Guinée : Feuille de route vers les élections, obstacles et perspectives

Guinée : Transition politique sous tension – Entre incertitudes, attentes citoyennes et quête d’un retour à l’ordre constitutionnel

Conakry, 23 avril 2025 –
La Guinée, pays charnière d’Afrique de l’Ouest, traverse une période charnière de son histoire politique. Depuis le coup d’État de septembre 2021 qui a renversé Alpha Condé, la transition menée par le Comité national du rassemblement pour le développement (CNRD) reste sous haute tension. À l’approche des échéances électorales promises, la société guinéenne oscille entre espoir de changement, frustrations face à la lenteur du processus et inquiétudes sur la sincérité du retour à l’ordre constitutionnel.

Un calendrier électoral sous surveillance

Après de nombreux reports et des négociations tendues avec la CEDEAO, la junte au pouvoir a fini par présenter une feuille de route détaillant les étapes menant aux élections générales. Ce calendrier, qui prévoit un référendum constitutionnel suivi de scrutins locaux, législatifs et présidentiel, est scruté à la loupe par les partenaires internationaux et la société civile. Mais la confiance reste fragile : plusieurs acteurs politiques et organisations citoyennes dénoncent l’absence de garanties concrètes sur la tenue effective des scrutins et la transparence du processus.

Les obstacles majeurs à la transition

La réussite de cette transition dépend de la résolution de plusieurs défis de taille :

  • Dialogue politique difficile : Les relations entre la junte, les partis d’opposition et la société civile sont marquées par la méfiance. Les tentatives de dialogue inclusif sont régulièrement entravées par des arrestations, des restrictions de manifestations et des accusations de manipulation du processus.
  • Insécurité et tensions sociales : Les manifestations contre la transition, souvent réprimées, témoignent d’un climat social tendu. Les violences policières, les coupures d’internet lors des mobilisations et la détention d’opposants alimentent la défiance.
  • Économie en berne : La crise politique a aggravé la situation économique. Inflation, chômage, dépréciation du franc guinéen et suspension de certains financements internationaux pèsent lourdement sur le quotidien des Guinéens.
  • Réformes institutionnelles inachevées : La révision constitutionnelle, la refonte du fichier électoral et la recomposition de la Commission électorale indépendante (CENI) avancent lentement, faute de consensus et de moyens.

La société civile en première ligne

Face à ces incertitudes, la société civile guinéenne joue un rôle central. Plateformes citoyennes, syndicats, associations de jeunes et de femmes multiplient les initiatives pour exiger un processus transparent, inclusif et respectueux des droits humains. Des campagnes de sensibilisation et de mobilisation sont menées dans tout le pays, malgré les risques de répression. Les leaders religieux, traditionnellement influents, tentent de jouer les médiateurs pour éviter l’escalade.

La pression de la CEDEAO et des partenaires internationaux

La CEDEAO, qui a déjà sanctionné la Guinée à plusieurs reprises, continue de réclamer un calendrier électoral crédible et des avancées concrètes.
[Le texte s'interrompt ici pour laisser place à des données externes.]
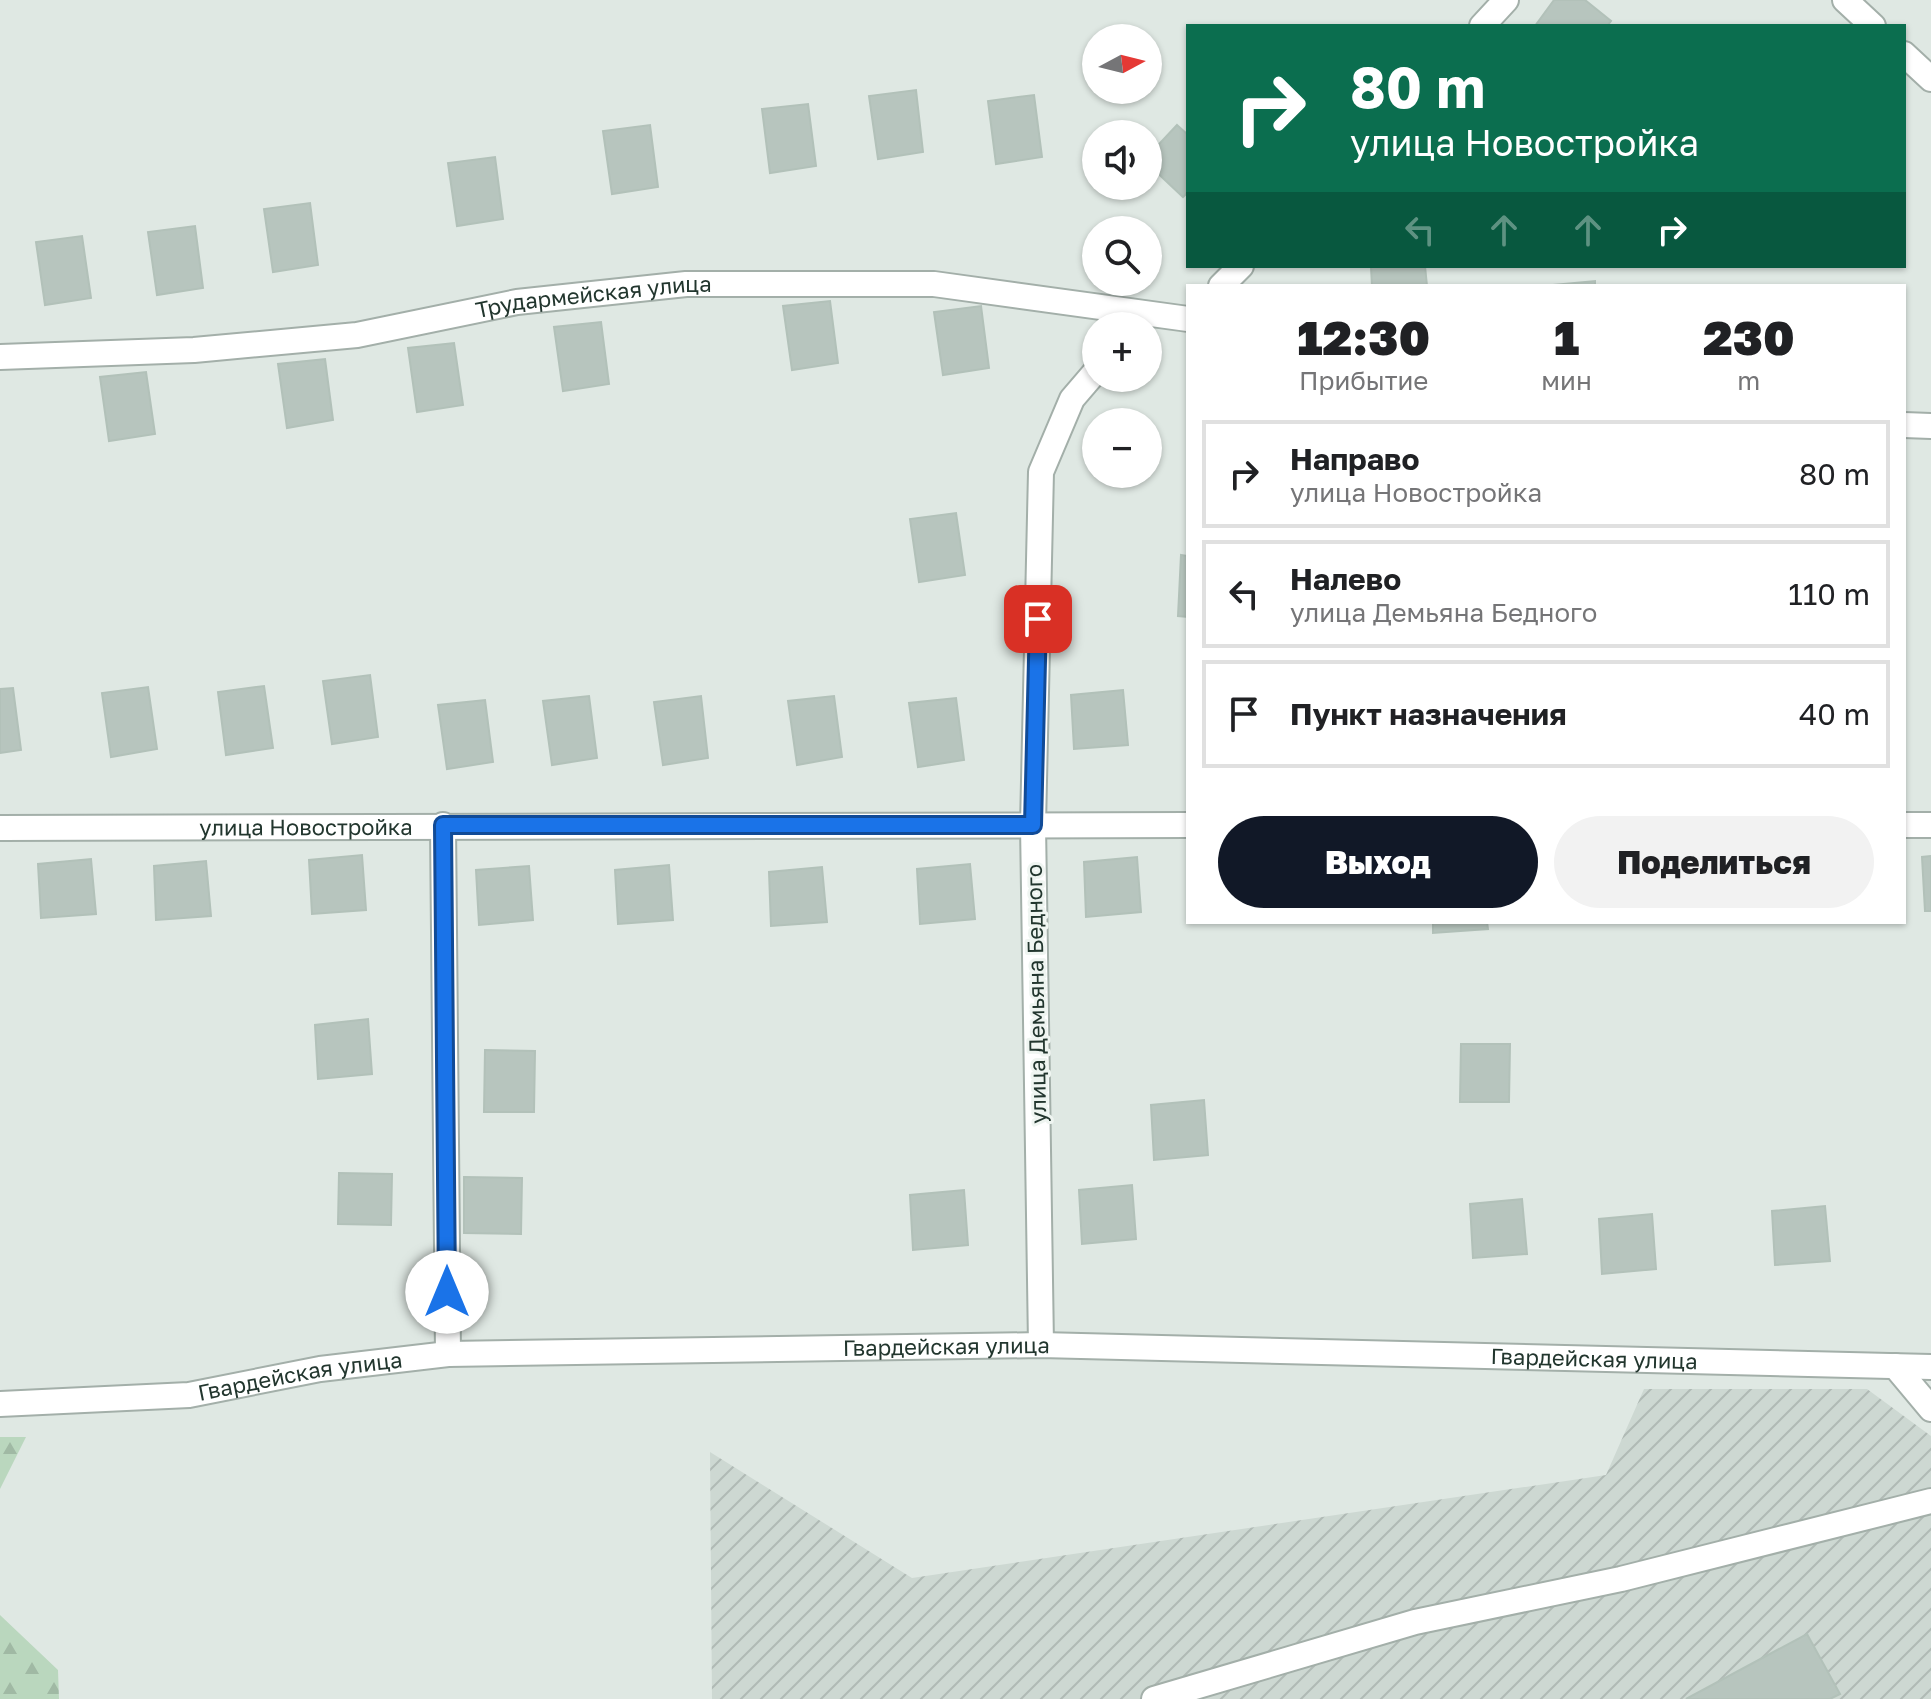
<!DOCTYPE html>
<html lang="ru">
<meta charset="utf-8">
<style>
body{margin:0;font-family:"Golos Text",sans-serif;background:#f2f2f2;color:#202124;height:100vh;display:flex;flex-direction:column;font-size:30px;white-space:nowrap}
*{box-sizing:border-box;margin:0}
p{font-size:26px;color:#757577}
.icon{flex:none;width:44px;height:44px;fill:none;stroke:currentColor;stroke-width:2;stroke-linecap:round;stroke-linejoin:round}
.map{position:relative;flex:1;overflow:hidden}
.sheet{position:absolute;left:1186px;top:284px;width:720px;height:640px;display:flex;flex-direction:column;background:#fff;border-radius:0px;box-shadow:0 2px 6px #0004}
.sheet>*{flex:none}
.hud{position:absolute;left:1186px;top:24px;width:720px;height:244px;border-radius:0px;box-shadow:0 2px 6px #0004;background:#0b6e4f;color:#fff;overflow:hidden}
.needle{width:52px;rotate:83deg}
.tools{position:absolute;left:1082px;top:24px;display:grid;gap:16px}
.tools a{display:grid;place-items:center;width:80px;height:80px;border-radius:50%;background:#fff;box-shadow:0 2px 6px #0004;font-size:40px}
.pin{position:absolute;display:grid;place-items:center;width:68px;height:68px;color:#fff;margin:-34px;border-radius:16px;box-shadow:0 4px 12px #0006}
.me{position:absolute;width:88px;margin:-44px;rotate:0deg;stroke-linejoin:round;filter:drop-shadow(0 0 6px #0008)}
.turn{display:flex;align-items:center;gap:28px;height:168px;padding:0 32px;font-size:36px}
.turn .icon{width:104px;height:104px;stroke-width:2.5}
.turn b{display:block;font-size:56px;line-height:68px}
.lanes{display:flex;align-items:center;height:76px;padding:0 32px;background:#0003;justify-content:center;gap:40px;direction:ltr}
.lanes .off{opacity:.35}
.eta{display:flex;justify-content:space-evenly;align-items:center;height:136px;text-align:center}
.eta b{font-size:48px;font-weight:800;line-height:56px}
.primary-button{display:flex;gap:16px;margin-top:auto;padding:16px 32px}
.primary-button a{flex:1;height:92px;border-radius:48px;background:#111827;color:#fff;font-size:32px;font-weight:800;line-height:92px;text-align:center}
.primary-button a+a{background:#f2f2f2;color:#202124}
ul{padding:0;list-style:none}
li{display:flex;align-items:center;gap:24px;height:108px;margin:0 16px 12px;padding:0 16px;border:4px solid #e0e0e0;border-radius:0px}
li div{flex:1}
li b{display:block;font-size:30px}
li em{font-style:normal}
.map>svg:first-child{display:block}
.industrial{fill:url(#industrial-furrows)}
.forest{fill:url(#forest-firs)}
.building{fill:#b7c5be;stroke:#b2c1b9;stroke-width:2}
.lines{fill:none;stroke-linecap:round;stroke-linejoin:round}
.street-casing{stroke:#a3afa9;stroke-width:28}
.street{stroke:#fff;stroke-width:24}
.route-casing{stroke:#114b97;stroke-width:20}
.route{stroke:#1a73e8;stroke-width:14}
.labels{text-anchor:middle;stroke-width:6;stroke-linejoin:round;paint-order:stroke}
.street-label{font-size:22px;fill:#22362e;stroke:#eff5f1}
</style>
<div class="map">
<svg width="1931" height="1699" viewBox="0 0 1931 1699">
<defs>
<pattern id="industrial-furrows" width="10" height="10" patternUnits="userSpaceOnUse" patternTransform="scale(2)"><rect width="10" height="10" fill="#cdd8d2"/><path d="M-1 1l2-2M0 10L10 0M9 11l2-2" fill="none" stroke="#b0bab5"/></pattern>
<pattern id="forest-firs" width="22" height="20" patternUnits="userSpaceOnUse" patternTransform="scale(2)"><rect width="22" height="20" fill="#bad7be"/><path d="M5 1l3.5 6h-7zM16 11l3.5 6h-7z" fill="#a0b9a4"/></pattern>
</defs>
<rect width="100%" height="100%" fill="#dfe8e3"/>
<!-- industrial -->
<path class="industrial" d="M1644,1389H1867L1931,1436V1699H712L710,1452L912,1578L1606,1475Z"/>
<!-- forest -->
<path class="forest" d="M0,1437H26L0,1489Z
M0,1615L58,1670L59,1699H0Z"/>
<!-- building -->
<path class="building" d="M1554,0H1585L1611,21L1607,26H1535Z
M916,90L923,152L878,159L869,96Z
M1034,95L1042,157L996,164L988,101Z
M808,104L816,166L770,173L762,109Z
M650,125L658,187L612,194L603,131Z
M1177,125L1188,135V192L1183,197L1148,164V156Z
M495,157L503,219L457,226L448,163Z
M310,203L318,265L273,272L264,209Z
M195,226L203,288L157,295L148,232Z
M82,236L91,298L45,305L36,242Z
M1425,266L1427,286H1372L1371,267Z
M1595,281V286H1542Z
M830,301L838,363L792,370L783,306Z
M981,306L989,368L943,375L934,312Z
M601,322L609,384L563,391L554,327Z
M454,343L463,405L417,412L408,348Z
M325,359L333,420L287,428L278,364Z
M146,372L155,434L109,441L100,377Z
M956,513L965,575L919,582L910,519Z
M1181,555L1188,556V617L1178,616Z
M370,675L378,737L332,744L323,681Z
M264,686L273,748L226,755L218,692Z
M148,687L157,749L111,757L102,693Z
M13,688L21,750L0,753V689Z
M1123,690L1128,745L1074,749L1071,695Z
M589,696L597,758L552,765L543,701Z
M701,696L708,758L663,765L654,702Z
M834,696L842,757L797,765L788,701Z
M956,698L964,760L918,767L909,703Z
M485,700L493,762L447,769L438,705Z
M362,855L366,910L312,914L309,860Z
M1931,856V911H1925L1922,857Z
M1137,857L1141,912L1086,917L1084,862Z
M91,859L96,914L41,918L38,864Z
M206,861L211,916L156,920L154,866Z
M970,864L975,919L920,924L917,869Z
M669,865L673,920L618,924L615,870Z
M529,866L533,920L479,925L476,870Z
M822,867L827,922L771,926L769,872Z
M1433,922H1487L1488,929L1433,933Z
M368,1019L372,1074L318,1079L315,1025Z
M1461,1044H1510L1509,1102H1460Z
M485,1050L535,1051L534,1112H484Z
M1204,1100L1208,1155L1154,1160L1151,1105Z
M339,1173L392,1174L391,1225L338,1224Z
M464,1177L522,1178L521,1234L464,1233Z
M1132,1185L1136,1239L1082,1244L1079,1190Z
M964,1190L968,1245L913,1250L910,1195Z
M1522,1199L1527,1254L1473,1258L1470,1204Z
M1825,1206L1830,1261L1775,1265L1772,1211Z
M1652,1214L1656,1269L1602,1274L1599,1219Z
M1807,1634L1840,1694L1830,1699H1686Z"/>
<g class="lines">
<!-- street casing -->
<g class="street-casing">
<g id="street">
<path d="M1845,0L1873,26"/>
<path d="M1482,26L1506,0"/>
<path d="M1904,54L1931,79"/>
<path d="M1221,286L1241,266"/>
<path id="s1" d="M0,357L194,350L357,335L517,302L686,284H934L1188,319"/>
<path d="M1904,425L1931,426"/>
<path d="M443,825L448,1354"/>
<path d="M1904,825H1931"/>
<path id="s2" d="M0,828L1188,825"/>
<path d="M1041,1345L1033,825L1041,472L1072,399L1096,371"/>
<path d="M1895,1366L1931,1409"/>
<path id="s3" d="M0,1404L189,1395L320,1369L448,1354L1041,1345L1931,1367"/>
<path d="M1154,1699L1415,1622L1621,1579L1931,1501"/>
</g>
</g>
<!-- street -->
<use href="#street" class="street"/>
</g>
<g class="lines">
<!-- route casing -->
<g class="route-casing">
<path id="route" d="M447,1292L443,825H1033L1038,619"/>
</g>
<!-- route -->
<use href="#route" class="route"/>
</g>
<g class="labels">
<!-- street labels -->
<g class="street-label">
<text dy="8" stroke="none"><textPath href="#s1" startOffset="598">Трудармейская улица</textPath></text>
<text dy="8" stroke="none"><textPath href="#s2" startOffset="306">улица Новостройка</textPath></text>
<text transform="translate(1036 994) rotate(-91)" y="8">улица Демьяна Бедного</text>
<text dy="8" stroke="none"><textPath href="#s3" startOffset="950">Гвардейская улица</textPath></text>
<text dy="8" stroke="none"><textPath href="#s3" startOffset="1598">Гвардейская улица</textPath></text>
<text dy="8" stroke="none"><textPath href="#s3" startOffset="302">Гвардейская улица</textPath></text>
</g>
</g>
</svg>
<div class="tools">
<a><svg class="needle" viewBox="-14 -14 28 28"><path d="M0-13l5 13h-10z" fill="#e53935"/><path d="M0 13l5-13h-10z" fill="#757577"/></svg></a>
<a><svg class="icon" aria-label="sound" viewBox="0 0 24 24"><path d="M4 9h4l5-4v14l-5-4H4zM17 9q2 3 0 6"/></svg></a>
<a><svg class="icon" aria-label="search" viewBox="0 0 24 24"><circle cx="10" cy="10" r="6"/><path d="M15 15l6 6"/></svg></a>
<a>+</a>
<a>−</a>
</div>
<div class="pin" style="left:1038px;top:619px;background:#d93025"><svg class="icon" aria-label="arrive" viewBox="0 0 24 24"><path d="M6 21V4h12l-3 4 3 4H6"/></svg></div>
<svg class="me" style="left:447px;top:1292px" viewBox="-20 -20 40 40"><circle r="19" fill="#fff"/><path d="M0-13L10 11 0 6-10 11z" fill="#1a73e8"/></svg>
<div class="hud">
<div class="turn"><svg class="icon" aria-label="right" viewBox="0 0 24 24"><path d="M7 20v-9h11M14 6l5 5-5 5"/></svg><div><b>80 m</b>улица Новостройка</div></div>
<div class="lanes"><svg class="icon off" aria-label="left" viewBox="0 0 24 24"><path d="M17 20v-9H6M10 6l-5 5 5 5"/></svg><svg class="icon off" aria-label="ahead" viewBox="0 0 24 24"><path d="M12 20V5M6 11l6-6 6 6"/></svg><svg class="icon off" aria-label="ahead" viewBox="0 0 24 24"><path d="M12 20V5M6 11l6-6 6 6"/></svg><svg class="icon" aria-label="right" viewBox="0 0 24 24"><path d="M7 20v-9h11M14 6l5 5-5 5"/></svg></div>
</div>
<section class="sheet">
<div class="eta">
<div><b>12:30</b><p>Прибытие</p></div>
<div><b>1</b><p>мин</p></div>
<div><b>230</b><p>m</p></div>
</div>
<ul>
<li><svg class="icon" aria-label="right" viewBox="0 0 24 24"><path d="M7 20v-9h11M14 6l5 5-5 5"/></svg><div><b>Направо</b><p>улица Новостройка</p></div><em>80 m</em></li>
<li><svg class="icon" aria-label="left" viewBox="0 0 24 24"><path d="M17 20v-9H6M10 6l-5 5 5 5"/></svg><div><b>Налево</b><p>улица Демьяна Бедного</p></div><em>110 m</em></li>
<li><svg class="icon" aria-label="arrive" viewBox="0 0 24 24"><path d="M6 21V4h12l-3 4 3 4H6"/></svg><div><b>Пункт назначения</b></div><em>40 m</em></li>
</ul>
<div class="primary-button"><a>Выход</a><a>Поделиться</a></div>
</section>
</div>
Les partenaires bilatéraux, notamment l’Union européenne et les États-Unis, conditionnent leur soutien financier et technique à la progression de la transition. Le risque de nouvelles sanctions, voire d’un isolement diplomatique, plane si la junte ne respecte pas ses engagements.

Quelles perspectives pour un retour à l’ordre constitutionnel ?

Malgré les obstacles, des signaux positifs émergent. La nomination d’une nouvelle équipe à la CENI, l’ouverture de certains espaces de dialogue et la reprise partielle de l’aide internationale sont perçus comme des avancées. Mais la réussite de la transition dépendra de la capacité des autorités à garantir la liberté d’expression, la sécurité des acteurs politiques et la transparence du processus électoral.

Le retour à l’ordre constitutionnel est une condition sine qua non pour restaurer la confiance des citoyens et des investisseurs, relancer l’économie et renforcer la stabilité régionale. La Guinée, riche de sa jeunesse et de ses ressources, a le potentiel pour réussir ce pari, à condition que la transition soit inclusive, sincère et respectueuse des aspirations populaires.

Conclusion

La transition guinéenne reste un test pour la démocratie en Afrique de l’Ouest. Entre espoirs et incertitudes, la société civile et les partenaires internationaux attendent des actes forts pour garantir un retour effectif à l’ordre constitutionnel. L’avenir du pays dépendra de la capacité de ses dirigeants à privilégier le dialogue, l’inclusion et la transparence.